Harry looked at him. "It?" he asked.

"Motion sickness," Ron said. "She got ill just from watching Neville bob around on a broom a little."

"A broken wrist is hardly what I would call a little 'bobbing around on a broom,'" Allie said dryly. "But please, Weasley, do continue."

"Well, everyone thinks you're in the hospital wing which gives you a chance to—"

"Why would they think that?" Allie asked as Harry gave his friend a confused look.

"Because you have motion sickness," Ron said.

Padma snickered.

"Er…" Harry hesitated. "I, uh, think motion sickness come from watching the motion, Ron."

"She's twisting you around, Harry, just like I told you she would," Ron said with a glare towards the Slytherin. "You haven't been in Potions with her. Snape likes her, likes her as much as he does Malfoy. We know Snape's going for whatever it is that is being hidden in the Forbidden Corridor, Cedric saw him on Halloween, and Padma saw him today at the match trying to help along whatever jinx she—" he waved a hand grandly at Allie "—put on your broom. And you said it yourself, Harry. She used you to get into Hogwarts.

"I'll bet she let the troll into the dungeons for Quirrell to find so that Snape had an excuse to go check the corridor. She probably did too because I didn't see her heading towards the Slytherin common room—the twins showed me where it was. Cedric probably just didn't notice her when he noticed Snape, or maybe she arrived late, after Cedric had to leave." He turned to Allie, "Bet you don't have anything to say to that, do you?" he asked snidely.

"I shouldn't have to say anything in the first place," Allie told him. She looked around at the others, and Harry looked away before she could get to him.
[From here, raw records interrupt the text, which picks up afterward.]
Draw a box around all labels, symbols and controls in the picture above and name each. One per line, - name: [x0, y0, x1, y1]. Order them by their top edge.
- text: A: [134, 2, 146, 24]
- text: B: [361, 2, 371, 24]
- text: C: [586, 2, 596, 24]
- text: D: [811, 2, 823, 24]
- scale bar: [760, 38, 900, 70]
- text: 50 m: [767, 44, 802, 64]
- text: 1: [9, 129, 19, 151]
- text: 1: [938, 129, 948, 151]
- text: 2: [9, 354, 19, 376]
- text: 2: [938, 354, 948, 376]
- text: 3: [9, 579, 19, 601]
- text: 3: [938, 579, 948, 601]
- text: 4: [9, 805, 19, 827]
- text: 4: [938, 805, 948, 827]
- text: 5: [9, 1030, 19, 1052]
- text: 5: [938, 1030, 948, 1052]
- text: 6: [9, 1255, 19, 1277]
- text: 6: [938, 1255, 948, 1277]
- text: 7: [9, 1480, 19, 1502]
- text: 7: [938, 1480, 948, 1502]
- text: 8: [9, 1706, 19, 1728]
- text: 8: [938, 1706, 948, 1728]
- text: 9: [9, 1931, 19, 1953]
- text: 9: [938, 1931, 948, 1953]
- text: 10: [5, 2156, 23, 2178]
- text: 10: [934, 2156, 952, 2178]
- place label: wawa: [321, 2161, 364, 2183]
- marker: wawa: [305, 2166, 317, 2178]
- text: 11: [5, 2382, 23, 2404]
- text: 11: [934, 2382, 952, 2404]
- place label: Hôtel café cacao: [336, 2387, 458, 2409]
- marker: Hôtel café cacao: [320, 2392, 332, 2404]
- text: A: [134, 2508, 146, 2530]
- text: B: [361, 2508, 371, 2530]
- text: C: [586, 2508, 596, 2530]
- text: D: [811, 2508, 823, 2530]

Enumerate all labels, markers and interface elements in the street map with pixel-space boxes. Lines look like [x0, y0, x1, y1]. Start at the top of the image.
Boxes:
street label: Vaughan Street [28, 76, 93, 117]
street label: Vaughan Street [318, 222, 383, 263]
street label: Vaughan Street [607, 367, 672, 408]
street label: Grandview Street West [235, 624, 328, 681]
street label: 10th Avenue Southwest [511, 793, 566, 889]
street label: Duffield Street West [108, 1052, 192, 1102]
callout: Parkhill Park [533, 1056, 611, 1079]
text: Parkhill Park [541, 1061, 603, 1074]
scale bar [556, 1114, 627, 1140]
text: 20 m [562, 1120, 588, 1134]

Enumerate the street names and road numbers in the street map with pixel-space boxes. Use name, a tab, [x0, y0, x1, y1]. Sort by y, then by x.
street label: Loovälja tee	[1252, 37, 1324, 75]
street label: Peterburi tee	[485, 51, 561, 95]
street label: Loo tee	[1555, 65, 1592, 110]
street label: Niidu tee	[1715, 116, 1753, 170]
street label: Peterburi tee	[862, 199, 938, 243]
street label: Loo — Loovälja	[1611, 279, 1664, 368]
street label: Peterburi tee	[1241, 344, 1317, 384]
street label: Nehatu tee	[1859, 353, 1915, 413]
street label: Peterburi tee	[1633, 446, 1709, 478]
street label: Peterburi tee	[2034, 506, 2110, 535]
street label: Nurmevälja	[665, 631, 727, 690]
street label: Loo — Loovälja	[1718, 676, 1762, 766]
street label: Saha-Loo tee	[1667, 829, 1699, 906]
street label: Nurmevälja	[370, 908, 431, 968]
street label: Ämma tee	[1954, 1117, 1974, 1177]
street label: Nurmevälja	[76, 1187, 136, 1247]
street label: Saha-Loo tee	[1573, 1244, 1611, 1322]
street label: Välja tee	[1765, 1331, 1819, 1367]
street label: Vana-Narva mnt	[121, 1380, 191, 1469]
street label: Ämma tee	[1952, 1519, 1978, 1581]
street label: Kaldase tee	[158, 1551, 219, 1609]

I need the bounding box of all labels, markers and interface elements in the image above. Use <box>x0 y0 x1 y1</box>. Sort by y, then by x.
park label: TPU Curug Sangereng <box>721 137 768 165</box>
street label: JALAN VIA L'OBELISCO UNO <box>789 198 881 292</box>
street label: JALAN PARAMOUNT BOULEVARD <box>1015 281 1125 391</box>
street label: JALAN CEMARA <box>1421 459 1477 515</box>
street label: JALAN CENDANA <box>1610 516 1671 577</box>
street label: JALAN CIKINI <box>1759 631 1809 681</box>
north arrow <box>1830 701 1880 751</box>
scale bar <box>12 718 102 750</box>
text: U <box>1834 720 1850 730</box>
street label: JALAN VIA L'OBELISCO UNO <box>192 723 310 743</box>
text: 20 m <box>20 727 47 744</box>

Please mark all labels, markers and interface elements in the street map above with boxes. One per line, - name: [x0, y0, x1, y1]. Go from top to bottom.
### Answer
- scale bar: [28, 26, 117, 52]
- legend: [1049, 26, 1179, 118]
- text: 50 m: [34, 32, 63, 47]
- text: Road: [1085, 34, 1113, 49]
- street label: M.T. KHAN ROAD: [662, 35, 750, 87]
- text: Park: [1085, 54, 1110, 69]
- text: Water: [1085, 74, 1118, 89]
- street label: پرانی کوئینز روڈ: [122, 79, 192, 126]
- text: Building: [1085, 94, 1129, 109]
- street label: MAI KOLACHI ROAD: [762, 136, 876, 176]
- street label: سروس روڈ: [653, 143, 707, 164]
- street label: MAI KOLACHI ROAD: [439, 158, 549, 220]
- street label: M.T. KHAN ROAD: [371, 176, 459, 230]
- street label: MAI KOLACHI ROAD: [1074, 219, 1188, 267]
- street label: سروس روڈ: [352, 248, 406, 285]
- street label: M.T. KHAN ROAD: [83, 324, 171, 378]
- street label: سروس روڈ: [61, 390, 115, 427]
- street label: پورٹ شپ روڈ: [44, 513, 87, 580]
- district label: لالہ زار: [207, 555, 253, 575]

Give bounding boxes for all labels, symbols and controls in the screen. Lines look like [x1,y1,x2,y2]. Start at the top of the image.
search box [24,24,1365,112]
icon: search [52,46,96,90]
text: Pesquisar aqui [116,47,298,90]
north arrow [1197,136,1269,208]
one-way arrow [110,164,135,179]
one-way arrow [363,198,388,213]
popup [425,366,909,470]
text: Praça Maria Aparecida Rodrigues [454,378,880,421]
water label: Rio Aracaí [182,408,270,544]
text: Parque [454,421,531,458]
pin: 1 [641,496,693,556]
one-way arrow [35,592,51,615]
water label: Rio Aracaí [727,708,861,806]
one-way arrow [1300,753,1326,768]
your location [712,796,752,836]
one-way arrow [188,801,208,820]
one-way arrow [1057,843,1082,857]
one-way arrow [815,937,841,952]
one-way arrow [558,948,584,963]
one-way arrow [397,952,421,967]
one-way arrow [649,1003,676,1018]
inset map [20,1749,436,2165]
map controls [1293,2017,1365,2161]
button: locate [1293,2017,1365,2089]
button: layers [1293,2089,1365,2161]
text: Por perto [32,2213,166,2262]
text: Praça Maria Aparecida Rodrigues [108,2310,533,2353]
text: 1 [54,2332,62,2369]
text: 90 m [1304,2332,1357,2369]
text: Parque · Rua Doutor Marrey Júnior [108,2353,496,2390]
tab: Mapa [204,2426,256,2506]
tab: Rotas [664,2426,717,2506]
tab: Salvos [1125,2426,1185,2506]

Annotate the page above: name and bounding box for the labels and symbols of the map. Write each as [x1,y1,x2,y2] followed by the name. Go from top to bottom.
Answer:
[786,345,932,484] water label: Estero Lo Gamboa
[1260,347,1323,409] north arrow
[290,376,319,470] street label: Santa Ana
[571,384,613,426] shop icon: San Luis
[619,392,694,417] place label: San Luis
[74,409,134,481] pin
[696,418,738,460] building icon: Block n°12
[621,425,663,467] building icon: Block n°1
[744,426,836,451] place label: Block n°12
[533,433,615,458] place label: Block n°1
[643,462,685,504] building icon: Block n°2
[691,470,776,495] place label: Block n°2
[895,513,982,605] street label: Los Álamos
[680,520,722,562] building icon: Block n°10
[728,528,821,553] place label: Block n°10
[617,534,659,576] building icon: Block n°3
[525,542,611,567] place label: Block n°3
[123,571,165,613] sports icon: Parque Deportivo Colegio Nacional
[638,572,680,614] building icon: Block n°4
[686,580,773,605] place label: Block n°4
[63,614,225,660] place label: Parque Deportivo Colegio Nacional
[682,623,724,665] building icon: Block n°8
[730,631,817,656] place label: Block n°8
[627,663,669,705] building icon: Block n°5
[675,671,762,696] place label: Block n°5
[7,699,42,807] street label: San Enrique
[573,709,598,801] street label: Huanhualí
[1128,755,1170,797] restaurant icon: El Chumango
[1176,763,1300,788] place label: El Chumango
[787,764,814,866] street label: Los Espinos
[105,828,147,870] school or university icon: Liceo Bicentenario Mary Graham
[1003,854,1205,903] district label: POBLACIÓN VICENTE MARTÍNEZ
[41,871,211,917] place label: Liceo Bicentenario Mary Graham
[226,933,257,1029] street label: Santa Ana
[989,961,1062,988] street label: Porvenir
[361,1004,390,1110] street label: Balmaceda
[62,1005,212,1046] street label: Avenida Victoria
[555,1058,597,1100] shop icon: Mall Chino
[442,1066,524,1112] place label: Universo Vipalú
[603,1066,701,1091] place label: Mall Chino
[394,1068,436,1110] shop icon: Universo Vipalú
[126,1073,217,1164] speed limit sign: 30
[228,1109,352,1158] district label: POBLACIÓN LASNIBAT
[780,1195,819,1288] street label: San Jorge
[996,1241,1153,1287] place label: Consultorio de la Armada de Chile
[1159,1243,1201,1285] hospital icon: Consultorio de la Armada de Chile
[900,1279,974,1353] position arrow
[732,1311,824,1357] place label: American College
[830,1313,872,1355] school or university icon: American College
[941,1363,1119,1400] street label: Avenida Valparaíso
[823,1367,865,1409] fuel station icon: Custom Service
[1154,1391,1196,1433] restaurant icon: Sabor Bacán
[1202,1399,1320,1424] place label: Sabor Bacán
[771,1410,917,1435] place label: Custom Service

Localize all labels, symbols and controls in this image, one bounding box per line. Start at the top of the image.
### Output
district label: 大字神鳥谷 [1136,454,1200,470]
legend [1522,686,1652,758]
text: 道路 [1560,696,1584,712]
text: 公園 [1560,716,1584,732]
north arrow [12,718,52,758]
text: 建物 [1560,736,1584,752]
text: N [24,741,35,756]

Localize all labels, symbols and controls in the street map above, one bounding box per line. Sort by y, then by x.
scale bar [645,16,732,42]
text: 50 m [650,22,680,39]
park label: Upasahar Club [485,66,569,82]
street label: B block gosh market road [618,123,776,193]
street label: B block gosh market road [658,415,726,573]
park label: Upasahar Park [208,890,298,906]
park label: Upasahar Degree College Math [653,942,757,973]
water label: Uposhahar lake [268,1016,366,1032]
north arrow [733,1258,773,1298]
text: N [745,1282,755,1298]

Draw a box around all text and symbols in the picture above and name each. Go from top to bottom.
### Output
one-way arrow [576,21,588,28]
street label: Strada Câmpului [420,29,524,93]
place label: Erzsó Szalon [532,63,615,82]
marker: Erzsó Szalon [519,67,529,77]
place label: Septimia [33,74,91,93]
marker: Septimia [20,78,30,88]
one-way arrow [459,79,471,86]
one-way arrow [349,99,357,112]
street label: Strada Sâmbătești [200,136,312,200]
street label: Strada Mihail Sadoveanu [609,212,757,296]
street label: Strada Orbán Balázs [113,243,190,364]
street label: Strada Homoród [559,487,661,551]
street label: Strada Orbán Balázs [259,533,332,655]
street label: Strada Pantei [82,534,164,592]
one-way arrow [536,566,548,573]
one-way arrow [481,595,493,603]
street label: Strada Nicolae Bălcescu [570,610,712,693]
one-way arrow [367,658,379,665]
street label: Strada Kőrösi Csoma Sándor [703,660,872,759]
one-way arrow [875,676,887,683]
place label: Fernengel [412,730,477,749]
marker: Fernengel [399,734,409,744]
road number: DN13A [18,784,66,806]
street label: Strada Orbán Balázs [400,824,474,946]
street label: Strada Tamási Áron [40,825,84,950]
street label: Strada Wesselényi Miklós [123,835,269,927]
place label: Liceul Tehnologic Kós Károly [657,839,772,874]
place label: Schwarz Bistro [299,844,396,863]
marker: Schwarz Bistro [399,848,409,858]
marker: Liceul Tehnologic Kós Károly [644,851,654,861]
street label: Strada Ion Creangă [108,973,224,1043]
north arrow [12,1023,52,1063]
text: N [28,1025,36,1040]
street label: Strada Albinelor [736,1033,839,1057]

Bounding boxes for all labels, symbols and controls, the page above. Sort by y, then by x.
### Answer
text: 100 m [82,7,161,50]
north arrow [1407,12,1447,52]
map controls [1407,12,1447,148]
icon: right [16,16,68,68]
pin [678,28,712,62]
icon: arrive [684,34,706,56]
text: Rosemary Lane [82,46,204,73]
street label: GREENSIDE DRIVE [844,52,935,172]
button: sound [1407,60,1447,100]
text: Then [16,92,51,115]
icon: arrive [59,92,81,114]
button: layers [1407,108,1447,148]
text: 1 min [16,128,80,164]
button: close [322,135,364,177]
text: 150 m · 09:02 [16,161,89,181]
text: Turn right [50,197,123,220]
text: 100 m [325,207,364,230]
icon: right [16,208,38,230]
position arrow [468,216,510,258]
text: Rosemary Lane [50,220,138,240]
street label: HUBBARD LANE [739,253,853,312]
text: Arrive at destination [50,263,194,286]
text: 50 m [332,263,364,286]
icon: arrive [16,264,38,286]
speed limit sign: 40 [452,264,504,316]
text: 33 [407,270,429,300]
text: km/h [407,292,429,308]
He honestly didn't know what he was supposed to think. What Ron said made a lot of sense. It explained what Padma saw at the game. Allie had proven herself almost as spectacularly inept as Neville Longbottom at practical magic where a wand was concerned, but yet she was still able to perform amazing bits using longer rituals and stuff so maybe she did have the skills to curse his broom. It explained how the troll got into the dungeons while the others had agreed that Snape hadn't had time to do it before the feast…unless the troll had already been there under some kind of time-delay charm or something.

"Harry?" she asked.

He refused to meet her gaze.

"I see," he heard her say. That made him look up, and almost immediately he wished he hadn't for she asked, "You really think Weasley has a point, do you?"

"I just don't know," he admitted after a moment of hesitation. "It's just…Ron makes some good points and you can't counter them."

"No," she said softly, "I don't suppose I can."

Before Harry could say anything, she turned and stormed out of the room.

"You know, Weasley, you are even more stupid that I thought you were when you made that 'motion sickness' crack," Padma said. "And Harry, I honestly expected better from you. Isn't loyalty supposed to be what you badgers are good at? I'm going after her…maybe it isn't too late for our friendship."

"What?" Ron asked as Padma disappeared, her sister shuffling out the door behind her.

"You're the one who knows where the Slytherin dorms are," Cedric said slowly.

Harry looked at him, not sure where Cedric was going with this.

"So?"

"So where is it?" Cedric asked.

"Down in the dungeons, where else do you think slimy snakes live?"

"So you have to ask yourself," Tonks said, following Cedric to the door, "would Dumbledore really allow a quarter of his students to go traipsing around the dungeons if he thought there was a troll in them?"

The door slammed shut behind her, leaving Harry alone in the unused classroom with Ron and Hermione.

"Good riddance," Ron muttered. "What do you say we go play some wizard's chess?"

"I…" Harry stopped. "Think I'd like to be alone for a little while, Ron," he said as he headed for the door.

"What? Why?"

As Harry stepped out into the corridor he heard Hermione say: "Ron! Honestly." Then the door slammed shut.